In shipping, documentation is an indispensable part of transporting goods from country to another. Goods cannot enter or leave a country without relevant and complete documents accompanying the cargo.
It is therefore necessary that the exporters and importers double check all the documents. Without the complete set of documents, they will not be able to handover or collect the cargo, and might even end up incurring a penalty.
Earlier, exporters or importers were required to submit around 7-8 mandatory documents and any other paperwork required depending on the nature of the cargo or the importing/exporting country’s rules and regulations. This had made the process quite tedious and expensive.
In 2015, in an effort to improve the export and import process, the Department of Commerce had set up a committee to study the procedure and recommend ways to reduce the documentation required in the export process. The committee, after due study and consultation with concerned authorities, recommended to keep three mandatory documents for exports and three mandatory documents for imports.
Based on the recommendations of the committee, the Director General of Foreign Trade (DGFT) had issued a formal notification to announce the changes in the documentation requirements. The new rule came into force from April 2015. According to the new rule, the three mandatory documents required for export and import are:
3 Mandatory Documents Required for Exports:
Bill of Lading: The bill of lading is the most important document in the shipping process for both export and import. It is a legal document which contains all the details pertaining to the cargo being shipped, the destination, the terms of sale, and the details of the recipient. It must be signed by the appointed signatory of the shipping line, the exporter, and the importer.
For smooth transportation of goods from one place to another, it is necessary that the exporter obtain a correct and complete bill of lading from the shipping line/forwarder. He must then send the bill of lading to the importer. The importer can collect the cargo only after he presents the bill of lading to the shipping line at the destination port.

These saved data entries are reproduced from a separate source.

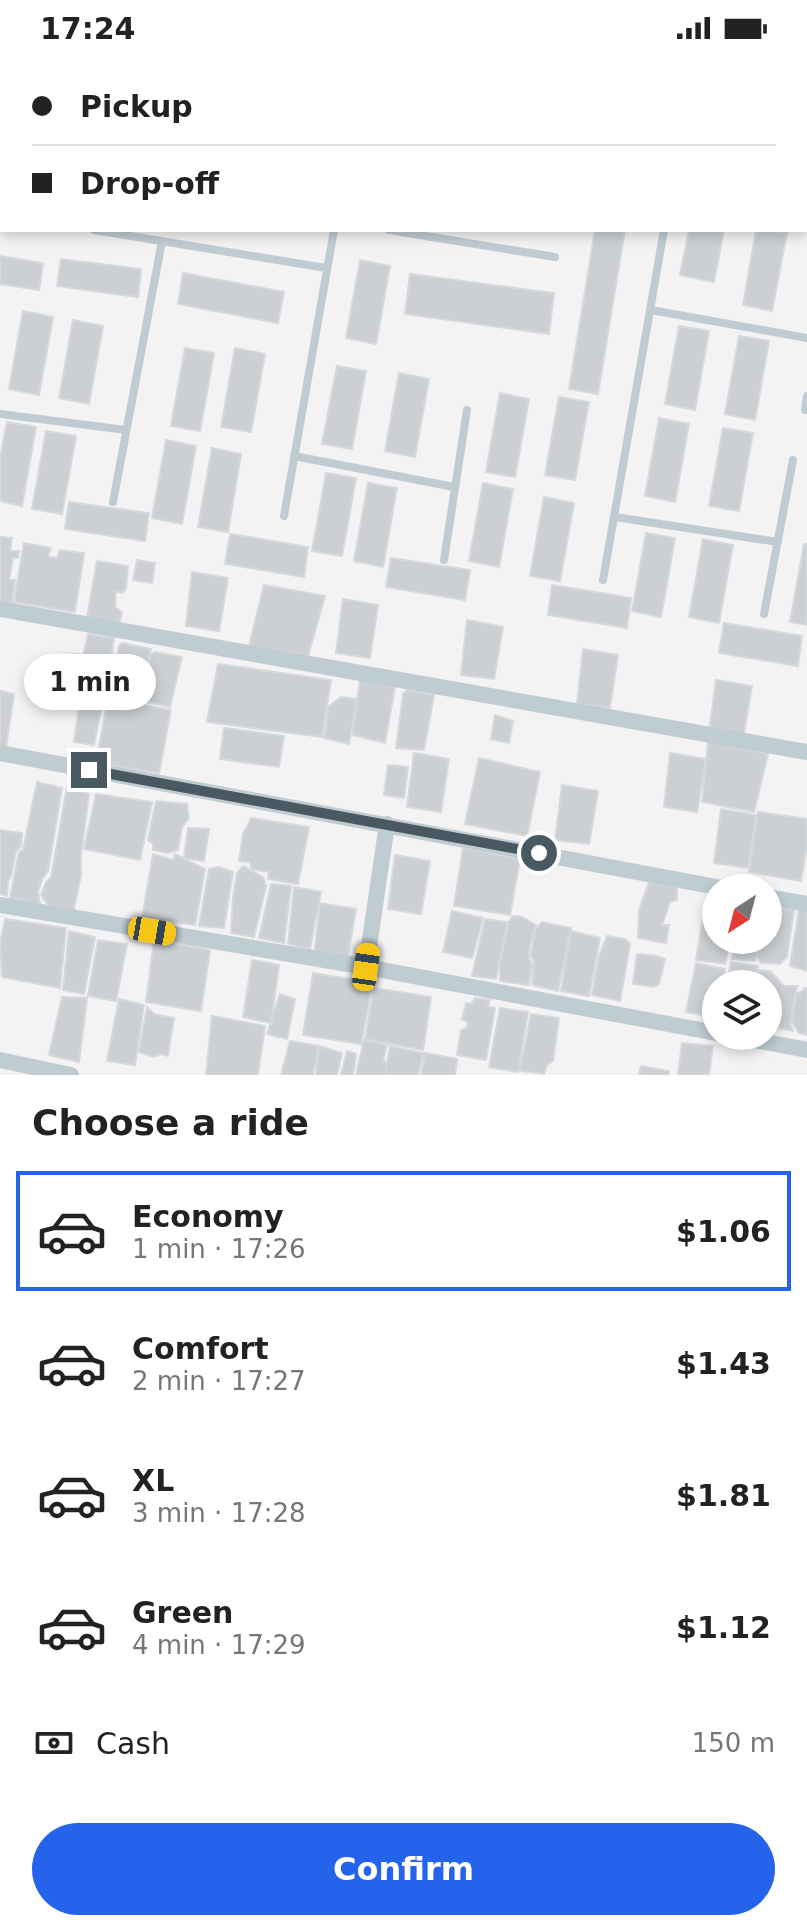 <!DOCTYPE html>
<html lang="en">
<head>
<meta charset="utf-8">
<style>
  :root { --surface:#fff; --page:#f2f2f2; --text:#222; --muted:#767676; --line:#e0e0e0; --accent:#2563eb }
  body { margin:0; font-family:"DejaVu Sans",sans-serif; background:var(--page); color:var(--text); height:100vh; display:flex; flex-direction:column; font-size:30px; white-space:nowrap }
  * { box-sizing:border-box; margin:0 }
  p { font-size:26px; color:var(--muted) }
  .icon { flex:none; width:44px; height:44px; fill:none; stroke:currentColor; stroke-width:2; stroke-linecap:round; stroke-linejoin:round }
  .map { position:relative; height:1019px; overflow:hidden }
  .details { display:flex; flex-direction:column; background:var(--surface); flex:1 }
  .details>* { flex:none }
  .top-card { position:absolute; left:0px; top:0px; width:808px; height:176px; box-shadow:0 4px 12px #0003; display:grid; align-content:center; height:176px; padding:0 32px; background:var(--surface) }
  .needle { width:52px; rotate:216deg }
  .tools { position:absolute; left:702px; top:818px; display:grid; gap:16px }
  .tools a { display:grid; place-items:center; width:80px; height:80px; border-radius:50%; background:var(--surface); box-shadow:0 4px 12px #0003; font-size:40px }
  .end { position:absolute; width:36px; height:36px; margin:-18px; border:10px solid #485961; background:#fff; box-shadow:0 0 0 4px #fff }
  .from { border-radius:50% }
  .bubble { position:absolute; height:56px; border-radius:28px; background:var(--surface); box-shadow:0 4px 12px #0003; font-size:26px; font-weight:600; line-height:56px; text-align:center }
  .car { position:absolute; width:24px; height:48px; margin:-24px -12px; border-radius:10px; box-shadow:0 0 6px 2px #0007; background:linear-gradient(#f5c518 24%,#345 0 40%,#f5c518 0 76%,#345 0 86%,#f5c518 0) }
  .top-card b { display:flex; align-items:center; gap:28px; height:76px; font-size:30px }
  .top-card b+b { border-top:2px solid var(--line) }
  .top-card i { width:20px; height:20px; background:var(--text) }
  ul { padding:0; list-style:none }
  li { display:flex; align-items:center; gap:24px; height:120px; margin:0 16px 12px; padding:0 16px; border:4px solid transparent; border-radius:0px }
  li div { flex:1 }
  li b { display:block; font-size:30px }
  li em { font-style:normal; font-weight:600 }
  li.active { border-color:var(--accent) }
  li>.icon { width:72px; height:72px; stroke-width:1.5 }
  h2 { padding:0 32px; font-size:36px; line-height:96px }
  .pay { display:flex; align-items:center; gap:20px; height:88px; padding:0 32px; font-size:30px }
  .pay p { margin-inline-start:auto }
  .action { display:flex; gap:16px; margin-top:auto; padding:16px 32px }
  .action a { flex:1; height:92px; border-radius:48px; background:var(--accent); color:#fff; font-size:32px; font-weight:600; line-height:92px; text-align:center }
  .status { display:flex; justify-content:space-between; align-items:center; height:56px; padding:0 40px; background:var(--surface); direction:ltr }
  .status svg { height:22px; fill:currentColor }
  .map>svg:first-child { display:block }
  .building { fill:#ccd0d4; stroke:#d5d9de; stroke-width:2 }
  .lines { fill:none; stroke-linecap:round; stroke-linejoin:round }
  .service { stroke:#bfccd2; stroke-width:8 }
  .minor { stroke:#bfccd2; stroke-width:16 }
  .route { stroke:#485961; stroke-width:10 }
</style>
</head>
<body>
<div class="status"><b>17:24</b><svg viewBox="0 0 49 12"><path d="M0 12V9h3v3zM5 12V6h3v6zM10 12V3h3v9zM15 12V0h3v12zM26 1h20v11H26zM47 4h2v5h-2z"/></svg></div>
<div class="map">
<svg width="807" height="1019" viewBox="0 0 807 1019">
  <rect width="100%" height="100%" fill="#f4f2f2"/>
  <path class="building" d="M544,0h49l13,2h-63z
    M595,174h30l-27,164 -29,-5z
    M689,174h35l-10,52 -34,-7z
    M756,174l31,3 -15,78 -29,-6z
    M0,200l43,7 -4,27 -39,-6z
    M61,203l80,10 -3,28 -81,-11z
    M360,204l30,6 -14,78 -30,-6z
    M183,217l101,19 -6,31 -100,-19z
    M410,218l144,19 -5,41 -144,-20z
    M23,255l30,6 -14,78 -30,-6z
    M73,264l30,6 -14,78 -30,-6z
    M679,270l30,5 -14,79 -30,-6z
    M739,280l30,5 -14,79 -30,-6z
    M185,292l29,5 -14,78 -29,-5z
    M235,292l30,6 -14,78 -30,-5z
    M337,310l29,5 -14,78 -30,-5z
    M399,317l30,6 -14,78 -30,-6z
    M500,337l29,6 -14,78 -29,-5z
    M559,341l30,5 -14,78 -30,-5z
    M659,362l30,6 -14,78 -30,-6z
    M7,366l29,5 -14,79 -22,-5v-43z
    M723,372l30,5 -14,78 -30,-5z
    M46,375l30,5 -14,78 -30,-5z
    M166,384l30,6 -14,78 -30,-6z
    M212,392l29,6 -13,78 -30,-5z
    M326,417l30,5 -14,78 -30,-5z
    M368,427l29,5 -14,79 -29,-6z
    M483,427l30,6 -14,78 -30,-6z
    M544,441l30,6 -14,78 -30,-5z
    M69,446l80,11 -4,28 -80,-12z
    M646,477l29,5 -14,79 -29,-6z
    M230,478l78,13 -4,30 -79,-13z
    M0,481l12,1 -2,13h9l-1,7h-5l-4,22h6l-3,22 -8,2 -4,-1z
    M703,483l30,6 -14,78 -30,-6z
    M24,487l27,5 -3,9 9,1 3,-8 24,3 -9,59 -61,-10z
    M804,488h3v81l-17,-3z
    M391,502l79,12 -5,30 -79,-13z
    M137,504l18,3 -3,20 -19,-3z
    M97,505l31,5 -2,22 -3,5 -7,-2 -1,16 7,5 -4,17 -32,-6z
    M192,516l36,6 -9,53 -33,-5z
    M264,529l61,11 -17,60 -59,-10z
    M552,529l79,13 -4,30 -79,-13z
    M343,543l35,6 -8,53 -34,-5z
    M467,564l36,7 -9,52 -33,-4z
    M724,567l78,13 -4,30 -79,-13z
    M88,578l26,4 -9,61 -30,-7z
    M122,587l29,6 -11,53 -32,-3 11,-53z
    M583,593l35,6 -8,53 -33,-4z
    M154,596l28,5 -12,50 -28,-6 8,-45z
    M76,598l5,1 -9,40 -18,-5 -2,-21 5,-12z
    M218,608l113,16 -9,57 -115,-15z
    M360,623l35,8 -10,56 -32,-8z
    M716,624l36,6 -9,53 -34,-5z
    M407,634l27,5 -10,55 -28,-2 7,-54z
    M0,635l14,3 -8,53 -6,-1z
    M341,641l16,2 -8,45 -25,-6 5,-32z
    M108,643l63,11 -12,63 -63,-10z
    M80,644l22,3 -8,42 -20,-3z
    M495,659l18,6 -4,22 -18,-4z
    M224,672l60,8 -5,31 -59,-8z
    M708,685l60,13 -14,58 -52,-10z
    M414,697l35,6 -8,53 -34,-5z
    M670,697l36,6 -9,53 -33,-5z
    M479,702l61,14 -13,64 -62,-12z
    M388,709l20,2 -4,31 -20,-3z
    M37,726l25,6 -14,83 -6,8 -4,13 2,13 -30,-7 9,-46 4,-2z
    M562,729l36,6 -9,53 -34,-4z
    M67,731l22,7 -8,61v20l-8,39 -23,-6 -9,-13 5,-13 5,-4z
    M96,738l56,8 -12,58 -56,-11z
    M156,745l31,3 2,14 -7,9 -4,23 -10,3 -15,-3v-6l-5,-4z
    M721,753l35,6 -8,53 -34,-5z
    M758,756l49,7v28l-6,34 -52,-9z
    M251,762l58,9 -11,57 -30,-5 1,-7 -17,-3 -2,-7 -11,-1 4,-27z
    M188,772l21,1 -5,32 -20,-3z
    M0,774l22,3 -1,13 -5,5 -5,25 -3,5 -1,15 -7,-2z
    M463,792l57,11 -10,56 -56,-9z
    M153,798l20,6 2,-6 30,15 -10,56 -53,-7z
    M395,799l35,6 -9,53 -33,-5z
    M243,810l20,11 3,9 -12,51 -23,-4 2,-36 4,-24z
    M218,811l15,5 -9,56 -25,-2 10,-57z
    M649,826l28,5v13l-7,2 -8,23h7l-3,18 -28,-5 1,-28z
    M271,828l20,2 -7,57 -25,-5z
    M294,831l27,5 -11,57 -22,-5z
    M706,842l10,1v41h14l-5,24 -29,-4z
    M320,847l36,6 -9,53 -33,-5z
    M770,850l24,4 -7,47 -7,7 -19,-1 -4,-7 4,-16h7z
    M799,853l8,2v60l-17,-5z
    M452,855l31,7 -11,40 -29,-6z
    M513,860l9,1 14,8 -6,20 -1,14 3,5 -3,21 -29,-4v-19l9,-41z
    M5,863l61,9 -6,60 -58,-11 -2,-34z
    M485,863l22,3 -11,57 -24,-3z
    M542,866l29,6 -13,63 -26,-6 2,-23 -3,-6 4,-26z
    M69,875l26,6 -11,57 -21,-4z
    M571,875l29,7 -11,58 -28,-5z
    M607,880l18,3 5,5 -10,57 -28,-6 7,-39z
    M98,884l29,4 -11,57 -28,-5z
    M154,884l56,10 -9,61 -55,-9z
    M736,884h24l-5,21 -23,-2z
    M637,898l20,2 8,3 -6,25 -6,3 -20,-3z
    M252,904l27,5 -8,58 -28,-6z
    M731,906l27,4 -3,18h-28z
    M696,907l29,6 -3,15h-6l-1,33 -29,-5z
    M759,914l11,1 14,15h13l-7,37 3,8 -25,-5v-42h-12z
    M313,917l60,10 -12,61 -58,-9z
    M374,932l57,9 -8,53 -58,-11z
    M804,932h3v47l-8,-2 -7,-11 4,-29 6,-1z
    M280,938l15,5 -8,40 -20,-5z
    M62,941l25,1 -8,64 -30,-7z
    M475,942l15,2 -2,7 7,1 -9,52 -29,-5 4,-25 6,-2 1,-5 -6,-4 4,-16 5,1z
    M119,943l25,6 -9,60 -28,-4z
    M147,951l7,7 20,4 -6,38 -6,-2 -9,3 -14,-5z
    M500,952l28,4 -10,60 -29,-5z
    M531,958l28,4 -6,43 -6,4 -3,9 -24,-3z
    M212,960l53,10 -7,49h-52z
    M364,984l23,5 -4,15 4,2 -2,13h-29z
    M290,985l29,5 -6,29h-32z
    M682,987l31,3 -4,29h-31z
    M319,990l23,7 -5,22h-21z
    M390,990l33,7 -5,22h-33z
    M347,995l9,3 -3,21h-12z
    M425,997l32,6 -2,16h-34z
    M641,1010l28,5v4h-30z"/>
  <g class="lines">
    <path class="service" d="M805,0h2
      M27,2h3
      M377,2l1,-2
      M0,159h2
      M94,174l232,38
      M389,174l166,27
      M651,254l156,28
      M805,354l2,-14
      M0,358l126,16
      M294,400l160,31
      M113,446l49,-261
      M284,460l50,-286
      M615,461l163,25
      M444,504l23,-150
      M603,524l61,-350
      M764,558l29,-154"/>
    <path class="minor" d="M413,0l2,2
      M806,118h1
      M0,553l807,143
      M0,697l722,135
      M768,841l39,7
      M0,849l366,62 350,66
      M366,911l21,-143
      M734,980l73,14
      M0,1004l71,15"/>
  </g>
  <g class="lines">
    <path class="route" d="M89,714l450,83"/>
  </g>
</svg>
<div class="tools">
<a><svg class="needle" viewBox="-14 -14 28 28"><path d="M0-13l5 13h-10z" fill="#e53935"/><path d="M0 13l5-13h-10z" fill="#767676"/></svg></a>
<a><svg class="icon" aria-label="layers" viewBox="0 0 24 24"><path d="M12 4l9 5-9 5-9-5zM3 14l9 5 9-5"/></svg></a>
</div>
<i class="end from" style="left:539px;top:797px"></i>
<i class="end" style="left:89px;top:714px"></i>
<div class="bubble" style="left:24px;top:598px;width:132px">1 min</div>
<i class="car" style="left:152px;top:875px;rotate:100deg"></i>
<i class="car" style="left:366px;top:911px;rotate:8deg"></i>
<div class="top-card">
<b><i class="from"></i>Pickup</b>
<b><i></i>Drop-off</b>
</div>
</div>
<section class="details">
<h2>Choose a ride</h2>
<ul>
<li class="active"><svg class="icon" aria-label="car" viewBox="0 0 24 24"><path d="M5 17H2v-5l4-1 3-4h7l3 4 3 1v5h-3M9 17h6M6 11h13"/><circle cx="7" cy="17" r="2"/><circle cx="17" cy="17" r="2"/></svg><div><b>Economy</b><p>1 min · 17:26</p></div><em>$1.06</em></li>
<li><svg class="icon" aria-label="car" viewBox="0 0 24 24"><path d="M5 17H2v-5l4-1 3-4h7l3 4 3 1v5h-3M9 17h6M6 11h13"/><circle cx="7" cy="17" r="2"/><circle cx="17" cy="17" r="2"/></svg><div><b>Comfort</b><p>2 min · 17:27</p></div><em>$1.43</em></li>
<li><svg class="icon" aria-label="car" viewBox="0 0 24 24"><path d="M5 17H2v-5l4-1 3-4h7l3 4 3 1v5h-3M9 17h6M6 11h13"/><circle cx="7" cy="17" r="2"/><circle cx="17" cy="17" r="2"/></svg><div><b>XL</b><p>3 min · 17:28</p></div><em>$1.81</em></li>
<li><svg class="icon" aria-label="car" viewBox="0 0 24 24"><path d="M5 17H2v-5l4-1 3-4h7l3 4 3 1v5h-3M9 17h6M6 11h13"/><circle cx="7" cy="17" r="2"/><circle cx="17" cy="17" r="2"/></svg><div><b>Green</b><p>4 min · 17:29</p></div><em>$1.12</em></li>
</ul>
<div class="pay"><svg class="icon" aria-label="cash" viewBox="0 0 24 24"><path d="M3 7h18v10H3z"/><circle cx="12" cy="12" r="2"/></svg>Cash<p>150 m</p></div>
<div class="action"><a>Confirm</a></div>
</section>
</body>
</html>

Commercial Invoice-cum-Packing List: A commercial invoice, as the name suggests, is a document that provides the details of the sales transaction like name of seller and buyer, the value and quantity of the goods sold.
A packing list contains the details of the goods that are being shipped. It should mention the correct description of the goods, quantity, weight (gross and net), number and type of packages, and marks and numbers, carrier name, export date, export license number, and letter of credit number. This information is necessary for the Customs to ascertain the value of the goods and to facilitate examination at the time of clearance.
Importers in India must obtain a copy of the commercial invoice and packing list as they need to present the same to collect the cargo.
Shipping Bill/Bill of Export: A bill of export or shipping bill is a document requirement by the customs authority. It provides the details of any benefit that the shipper has availed in terms of customs duty, export schemes of the government, credit obtained under DEPB. If the goods are re-export of previously imported goods, then such details are also mentioned in the bill. The Customs do not provide clearance without a shipping bill or bill of export.
3 Mandatory Documents Required for Imports:
Like in exports, bill of lading and commercial invoice-cum-packing list are also mandatory documents for importing goods into the country. The importer needs to collect these documents from the exporter. Apart from these two documents, importers also need to present a bill of entry to be able to collect their cargo at the destination port.
Bill of Entry: A bill of entry is a declaration by an importer or his appointed agent. It provides details of the type of cargo, its value, and quantity. It is prepared in three copies. The Customs inspect and clear the goods based on the information provided in the bill of entry. To ensure that there is no malpractice regarding the value of the goods, the bill of entry is tallied with the sales invoice or insurance policy.
These are the main documents that must accompany every import or export shipment.
*Additional documents might be required depending upon the nature of the cargo, or due to any other rules and regulations of the authorities in India or of the country with which the exporter or importer is doing business. For any specific country or product related documentation, traders must check with their agents or shipping lines.